─── SUPPLIED RECORDS
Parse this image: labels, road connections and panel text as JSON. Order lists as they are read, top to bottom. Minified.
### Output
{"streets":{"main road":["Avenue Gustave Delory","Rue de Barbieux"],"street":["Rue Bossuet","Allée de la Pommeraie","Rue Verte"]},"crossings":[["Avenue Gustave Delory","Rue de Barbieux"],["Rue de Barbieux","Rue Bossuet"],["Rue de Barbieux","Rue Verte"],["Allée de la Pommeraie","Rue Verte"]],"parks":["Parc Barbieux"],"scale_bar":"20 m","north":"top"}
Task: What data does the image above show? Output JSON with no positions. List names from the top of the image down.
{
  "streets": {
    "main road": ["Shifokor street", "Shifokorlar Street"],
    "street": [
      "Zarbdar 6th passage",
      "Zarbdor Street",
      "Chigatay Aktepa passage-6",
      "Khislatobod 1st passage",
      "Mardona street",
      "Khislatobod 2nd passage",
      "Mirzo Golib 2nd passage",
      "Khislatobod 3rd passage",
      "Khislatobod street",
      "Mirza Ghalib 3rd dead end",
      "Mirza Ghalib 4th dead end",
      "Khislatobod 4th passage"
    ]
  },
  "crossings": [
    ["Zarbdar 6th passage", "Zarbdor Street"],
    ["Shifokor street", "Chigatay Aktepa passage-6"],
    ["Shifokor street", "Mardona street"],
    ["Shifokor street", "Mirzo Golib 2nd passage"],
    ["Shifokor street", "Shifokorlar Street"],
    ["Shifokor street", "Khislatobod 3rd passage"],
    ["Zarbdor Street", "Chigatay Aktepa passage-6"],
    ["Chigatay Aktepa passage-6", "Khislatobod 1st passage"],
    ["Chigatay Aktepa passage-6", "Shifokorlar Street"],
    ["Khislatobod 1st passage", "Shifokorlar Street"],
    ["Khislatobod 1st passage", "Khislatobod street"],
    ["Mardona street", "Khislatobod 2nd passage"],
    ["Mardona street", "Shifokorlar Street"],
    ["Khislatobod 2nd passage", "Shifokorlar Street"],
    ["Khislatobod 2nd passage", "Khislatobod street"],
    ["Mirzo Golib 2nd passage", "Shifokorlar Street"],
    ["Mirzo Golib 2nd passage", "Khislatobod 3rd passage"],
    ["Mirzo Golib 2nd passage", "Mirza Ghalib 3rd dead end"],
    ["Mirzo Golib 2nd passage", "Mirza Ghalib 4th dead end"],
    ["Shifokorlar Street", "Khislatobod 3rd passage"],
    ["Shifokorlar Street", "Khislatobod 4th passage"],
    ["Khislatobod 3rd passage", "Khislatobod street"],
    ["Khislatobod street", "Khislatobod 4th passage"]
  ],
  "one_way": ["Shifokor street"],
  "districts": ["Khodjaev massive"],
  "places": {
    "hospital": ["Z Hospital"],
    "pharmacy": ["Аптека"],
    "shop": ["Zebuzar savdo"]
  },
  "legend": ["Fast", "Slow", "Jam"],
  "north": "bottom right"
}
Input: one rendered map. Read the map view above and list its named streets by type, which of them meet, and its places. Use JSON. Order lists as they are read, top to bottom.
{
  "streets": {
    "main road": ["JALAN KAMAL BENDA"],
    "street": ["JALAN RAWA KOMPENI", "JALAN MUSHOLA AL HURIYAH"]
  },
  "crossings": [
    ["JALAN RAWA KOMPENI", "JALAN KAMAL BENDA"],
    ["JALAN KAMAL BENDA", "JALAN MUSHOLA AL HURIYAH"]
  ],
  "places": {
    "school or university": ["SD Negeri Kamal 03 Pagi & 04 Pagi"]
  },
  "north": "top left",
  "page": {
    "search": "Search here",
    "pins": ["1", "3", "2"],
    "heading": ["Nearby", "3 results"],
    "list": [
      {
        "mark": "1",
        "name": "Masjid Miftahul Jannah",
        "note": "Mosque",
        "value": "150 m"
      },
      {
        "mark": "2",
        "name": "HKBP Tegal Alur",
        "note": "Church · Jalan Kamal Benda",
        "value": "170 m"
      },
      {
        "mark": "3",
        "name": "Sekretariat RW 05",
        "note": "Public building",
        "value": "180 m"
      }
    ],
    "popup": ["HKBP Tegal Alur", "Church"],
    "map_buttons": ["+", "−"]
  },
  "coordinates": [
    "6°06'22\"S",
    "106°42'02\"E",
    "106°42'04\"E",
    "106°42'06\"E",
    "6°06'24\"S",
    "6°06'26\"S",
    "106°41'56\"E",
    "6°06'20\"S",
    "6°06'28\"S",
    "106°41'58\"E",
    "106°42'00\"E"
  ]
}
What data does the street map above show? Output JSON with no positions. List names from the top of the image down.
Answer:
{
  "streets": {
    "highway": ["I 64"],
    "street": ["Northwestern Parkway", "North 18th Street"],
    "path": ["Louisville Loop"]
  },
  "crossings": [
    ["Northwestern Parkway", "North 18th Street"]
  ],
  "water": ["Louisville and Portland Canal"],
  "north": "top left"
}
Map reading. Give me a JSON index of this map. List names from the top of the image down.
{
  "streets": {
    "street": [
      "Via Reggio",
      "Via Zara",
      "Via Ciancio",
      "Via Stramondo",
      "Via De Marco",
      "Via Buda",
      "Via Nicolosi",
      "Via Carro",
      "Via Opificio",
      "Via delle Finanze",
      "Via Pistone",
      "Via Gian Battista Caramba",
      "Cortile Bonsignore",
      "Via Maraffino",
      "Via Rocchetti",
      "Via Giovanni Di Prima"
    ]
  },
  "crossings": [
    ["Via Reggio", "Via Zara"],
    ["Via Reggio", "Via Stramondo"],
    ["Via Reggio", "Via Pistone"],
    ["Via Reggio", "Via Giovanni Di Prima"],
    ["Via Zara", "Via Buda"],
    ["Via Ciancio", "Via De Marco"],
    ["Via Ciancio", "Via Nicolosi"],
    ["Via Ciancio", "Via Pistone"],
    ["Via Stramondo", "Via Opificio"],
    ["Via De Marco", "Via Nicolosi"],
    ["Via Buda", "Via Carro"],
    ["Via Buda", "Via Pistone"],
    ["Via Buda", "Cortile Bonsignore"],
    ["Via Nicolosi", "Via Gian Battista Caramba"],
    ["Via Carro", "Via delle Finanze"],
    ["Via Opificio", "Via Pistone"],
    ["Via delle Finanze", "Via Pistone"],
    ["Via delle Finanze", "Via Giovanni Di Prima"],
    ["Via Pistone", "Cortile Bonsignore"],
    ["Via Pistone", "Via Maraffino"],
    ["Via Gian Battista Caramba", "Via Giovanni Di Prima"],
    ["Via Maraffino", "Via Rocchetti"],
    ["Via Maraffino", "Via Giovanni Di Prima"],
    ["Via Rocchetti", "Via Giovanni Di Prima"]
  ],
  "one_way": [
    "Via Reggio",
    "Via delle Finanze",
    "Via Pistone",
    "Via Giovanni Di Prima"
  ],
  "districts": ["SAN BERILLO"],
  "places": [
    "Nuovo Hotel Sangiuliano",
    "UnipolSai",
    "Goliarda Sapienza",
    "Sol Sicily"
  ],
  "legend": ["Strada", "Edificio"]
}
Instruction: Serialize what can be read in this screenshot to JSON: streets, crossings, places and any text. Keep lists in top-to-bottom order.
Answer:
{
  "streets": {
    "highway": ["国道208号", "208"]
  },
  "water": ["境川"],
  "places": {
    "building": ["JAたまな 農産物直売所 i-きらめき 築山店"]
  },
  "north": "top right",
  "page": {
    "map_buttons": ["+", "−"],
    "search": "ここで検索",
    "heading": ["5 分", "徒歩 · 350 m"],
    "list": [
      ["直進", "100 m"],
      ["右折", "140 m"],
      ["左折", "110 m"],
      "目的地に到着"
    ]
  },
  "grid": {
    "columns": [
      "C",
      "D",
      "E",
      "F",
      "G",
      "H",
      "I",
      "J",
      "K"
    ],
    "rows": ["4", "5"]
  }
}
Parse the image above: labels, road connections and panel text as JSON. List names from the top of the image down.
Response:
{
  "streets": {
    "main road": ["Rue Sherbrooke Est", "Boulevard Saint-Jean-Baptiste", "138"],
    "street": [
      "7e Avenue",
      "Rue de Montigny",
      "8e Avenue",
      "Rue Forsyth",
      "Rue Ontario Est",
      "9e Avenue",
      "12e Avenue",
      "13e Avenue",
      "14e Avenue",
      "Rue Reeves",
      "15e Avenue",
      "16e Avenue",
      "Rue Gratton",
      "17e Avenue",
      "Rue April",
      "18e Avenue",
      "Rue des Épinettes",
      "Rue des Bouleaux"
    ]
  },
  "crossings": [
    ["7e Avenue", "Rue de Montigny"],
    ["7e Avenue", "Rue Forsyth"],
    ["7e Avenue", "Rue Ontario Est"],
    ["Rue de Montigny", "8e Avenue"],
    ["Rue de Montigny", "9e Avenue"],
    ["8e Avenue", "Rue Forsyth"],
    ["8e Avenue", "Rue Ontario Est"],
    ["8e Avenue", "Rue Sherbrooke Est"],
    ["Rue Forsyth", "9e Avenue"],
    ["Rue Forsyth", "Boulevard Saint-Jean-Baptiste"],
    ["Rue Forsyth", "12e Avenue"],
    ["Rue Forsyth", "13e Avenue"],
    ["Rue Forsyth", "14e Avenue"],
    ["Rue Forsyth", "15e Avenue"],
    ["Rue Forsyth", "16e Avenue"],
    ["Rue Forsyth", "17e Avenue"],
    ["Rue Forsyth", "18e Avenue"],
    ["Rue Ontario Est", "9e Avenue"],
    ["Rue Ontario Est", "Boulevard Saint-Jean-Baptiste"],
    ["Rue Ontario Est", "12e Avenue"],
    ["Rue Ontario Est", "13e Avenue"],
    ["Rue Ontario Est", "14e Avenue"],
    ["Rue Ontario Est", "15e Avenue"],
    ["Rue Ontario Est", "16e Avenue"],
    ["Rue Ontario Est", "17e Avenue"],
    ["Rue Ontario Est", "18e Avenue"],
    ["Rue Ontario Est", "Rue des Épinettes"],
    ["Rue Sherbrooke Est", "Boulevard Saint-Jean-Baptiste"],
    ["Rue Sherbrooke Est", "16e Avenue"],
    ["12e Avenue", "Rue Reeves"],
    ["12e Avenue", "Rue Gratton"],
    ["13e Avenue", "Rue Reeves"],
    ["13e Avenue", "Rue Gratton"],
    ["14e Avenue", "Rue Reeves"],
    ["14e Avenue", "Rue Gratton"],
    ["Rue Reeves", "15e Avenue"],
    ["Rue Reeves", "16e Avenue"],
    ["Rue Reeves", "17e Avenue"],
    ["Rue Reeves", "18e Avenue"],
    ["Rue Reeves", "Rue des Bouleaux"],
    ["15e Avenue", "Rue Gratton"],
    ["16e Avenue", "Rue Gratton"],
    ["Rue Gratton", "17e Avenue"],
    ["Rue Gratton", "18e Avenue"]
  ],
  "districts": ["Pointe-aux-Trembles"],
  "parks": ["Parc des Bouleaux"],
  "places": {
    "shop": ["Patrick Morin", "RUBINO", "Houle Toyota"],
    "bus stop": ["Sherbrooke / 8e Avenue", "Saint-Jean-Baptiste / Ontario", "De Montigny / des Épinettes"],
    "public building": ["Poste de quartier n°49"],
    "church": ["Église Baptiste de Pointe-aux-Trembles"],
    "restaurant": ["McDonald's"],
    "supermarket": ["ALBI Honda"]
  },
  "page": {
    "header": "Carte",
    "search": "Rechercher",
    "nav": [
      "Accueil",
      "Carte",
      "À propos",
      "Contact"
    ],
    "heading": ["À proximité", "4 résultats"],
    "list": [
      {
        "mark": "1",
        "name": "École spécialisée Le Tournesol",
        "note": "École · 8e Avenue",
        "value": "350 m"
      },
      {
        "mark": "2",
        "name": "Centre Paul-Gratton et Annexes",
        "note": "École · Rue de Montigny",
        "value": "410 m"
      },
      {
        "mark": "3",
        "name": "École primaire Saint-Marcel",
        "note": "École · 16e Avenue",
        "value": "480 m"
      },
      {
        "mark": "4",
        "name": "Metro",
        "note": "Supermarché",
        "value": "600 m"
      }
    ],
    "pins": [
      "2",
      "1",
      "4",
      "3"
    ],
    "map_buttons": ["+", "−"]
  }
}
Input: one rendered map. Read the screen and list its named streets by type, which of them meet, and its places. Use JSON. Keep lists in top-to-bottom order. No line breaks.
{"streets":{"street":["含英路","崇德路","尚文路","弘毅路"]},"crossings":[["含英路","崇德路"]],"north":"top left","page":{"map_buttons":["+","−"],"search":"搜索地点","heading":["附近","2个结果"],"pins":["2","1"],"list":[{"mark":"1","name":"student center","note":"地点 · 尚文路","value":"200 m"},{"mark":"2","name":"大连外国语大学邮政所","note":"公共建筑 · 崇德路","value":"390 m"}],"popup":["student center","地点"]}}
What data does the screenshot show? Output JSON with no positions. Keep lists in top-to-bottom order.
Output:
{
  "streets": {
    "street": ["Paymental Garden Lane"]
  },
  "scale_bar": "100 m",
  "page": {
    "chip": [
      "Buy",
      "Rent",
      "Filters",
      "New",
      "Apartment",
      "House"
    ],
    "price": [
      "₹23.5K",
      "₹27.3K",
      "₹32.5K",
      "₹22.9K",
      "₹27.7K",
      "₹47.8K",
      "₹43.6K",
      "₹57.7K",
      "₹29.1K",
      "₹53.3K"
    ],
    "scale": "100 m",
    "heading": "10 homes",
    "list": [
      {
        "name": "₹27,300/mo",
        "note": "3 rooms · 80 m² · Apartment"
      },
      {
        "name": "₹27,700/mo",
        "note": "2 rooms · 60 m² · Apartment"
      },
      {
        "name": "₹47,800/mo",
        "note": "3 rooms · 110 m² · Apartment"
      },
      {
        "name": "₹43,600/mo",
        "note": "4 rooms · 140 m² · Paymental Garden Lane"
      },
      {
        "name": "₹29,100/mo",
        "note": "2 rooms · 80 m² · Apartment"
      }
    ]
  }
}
──────
WORK ITEM =>
Identify every line above with the string "bottom" in it. Copy those lines.

WRITTEN ANSWER =>
Parse this image: labels, road connections and panel text as JSON. Order lists as they are read, top to bottom. Minified.
  "north": "bottom right"
Input: one rendered map. Read the map view above and list its named streets by type, which of them meet, and its places. Use JSON. Order lists as they are read, top to bottom.
Instruction: Serialize what can be read in this screenshot to JSON: streets, crossings, places and any text. Keep lists in top-to-bottom order.
Input: one rendered map. Read the screen and list its named streets by type, which of them meet, and its places. Use JSON. Keep lists in top-to-bottom order. No line breaks.
What data does the screenshot show? Output JSON with no positions. Keep lists in top-to-bottom order.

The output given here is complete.